### WHAT IS EXPECTED
Which lines of the records contain the word "ITPA"? Show each of them.

---- DATA SHOWN

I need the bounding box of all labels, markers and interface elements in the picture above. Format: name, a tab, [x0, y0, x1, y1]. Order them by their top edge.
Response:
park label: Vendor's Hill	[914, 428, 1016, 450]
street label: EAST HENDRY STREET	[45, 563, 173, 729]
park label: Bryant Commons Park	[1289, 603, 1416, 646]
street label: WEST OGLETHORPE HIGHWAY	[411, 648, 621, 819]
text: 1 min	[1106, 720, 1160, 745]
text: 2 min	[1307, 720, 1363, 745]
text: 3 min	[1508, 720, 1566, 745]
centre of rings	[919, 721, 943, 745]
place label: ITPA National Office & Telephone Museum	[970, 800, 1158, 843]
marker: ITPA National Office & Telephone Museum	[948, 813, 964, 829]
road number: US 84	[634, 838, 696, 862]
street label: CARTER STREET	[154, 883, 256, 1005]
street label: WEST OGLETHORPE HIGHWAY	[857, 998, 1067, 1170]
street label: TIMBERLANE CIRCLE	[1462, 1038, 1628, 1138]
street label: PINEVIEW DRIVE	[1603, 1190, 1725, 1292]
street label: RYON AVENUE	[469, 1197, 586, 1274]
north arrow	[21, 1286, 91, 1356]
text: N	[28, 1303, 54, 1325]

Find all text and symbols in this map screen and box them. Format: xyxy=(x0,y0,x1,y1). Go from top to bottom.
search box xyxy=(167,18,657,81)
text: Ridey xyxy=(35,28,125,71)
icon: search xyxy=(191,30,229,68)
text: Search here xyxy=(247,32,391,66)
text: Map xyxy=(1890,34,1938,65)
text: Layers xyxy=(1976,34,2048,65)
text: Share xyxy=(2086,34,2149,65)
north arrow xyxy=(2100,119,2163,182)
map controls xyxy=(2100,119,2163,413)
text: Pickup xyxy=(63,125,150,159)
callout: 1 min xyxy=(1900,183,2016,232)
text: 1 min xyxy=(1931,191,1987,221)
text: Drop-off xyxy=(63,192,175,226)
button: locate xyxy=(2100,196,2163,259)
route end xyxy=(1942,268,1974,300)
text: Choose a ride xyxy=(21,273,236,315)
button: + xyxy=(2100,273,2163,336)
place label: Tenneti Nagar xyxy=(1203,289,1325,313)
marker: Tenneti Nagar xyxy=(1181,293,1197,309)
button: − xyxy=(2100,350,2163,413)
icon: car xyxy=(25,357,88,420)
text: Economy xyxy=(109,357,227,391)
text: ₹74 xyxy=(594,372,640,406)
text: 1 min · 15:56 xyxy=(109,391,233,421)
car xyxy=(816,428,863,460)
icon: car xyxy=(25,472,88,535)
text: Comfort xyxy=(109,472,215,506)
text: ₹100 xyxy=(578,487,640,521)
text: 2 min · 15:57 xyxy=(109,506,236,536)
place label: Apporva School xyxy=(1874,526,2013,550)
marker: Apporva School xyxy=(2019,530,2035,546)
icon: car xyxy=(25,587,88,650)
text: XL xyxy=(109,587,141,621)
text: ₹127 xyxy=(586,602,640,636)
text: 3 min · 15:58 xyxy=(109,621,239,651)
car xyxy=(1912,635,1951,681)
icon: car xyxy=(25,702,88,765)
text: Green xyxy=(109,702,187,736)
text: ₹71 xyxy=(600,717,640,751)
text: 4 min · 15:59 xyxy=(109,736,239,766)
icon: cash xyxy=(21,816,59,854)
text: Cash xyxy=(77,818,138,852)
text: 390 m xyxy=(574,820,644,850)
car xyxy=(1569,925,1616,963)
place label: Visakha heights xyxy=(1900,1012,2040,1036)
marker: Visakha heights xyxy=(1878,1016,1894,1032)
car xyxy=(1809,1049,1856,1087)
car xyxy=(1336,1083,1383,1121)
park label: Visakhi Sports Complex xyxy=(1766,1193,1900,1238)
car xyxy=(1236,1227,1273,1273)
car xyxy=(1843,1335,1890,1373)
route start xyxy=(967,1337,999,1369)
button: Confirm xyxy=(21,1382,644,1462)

--------

### RESULT
place label: ITPA National Office & Telephone Museum	[970, 800, 1158, 843]
marker: ITPA National Office & Telephone Museum	[948, 813, 964, 829]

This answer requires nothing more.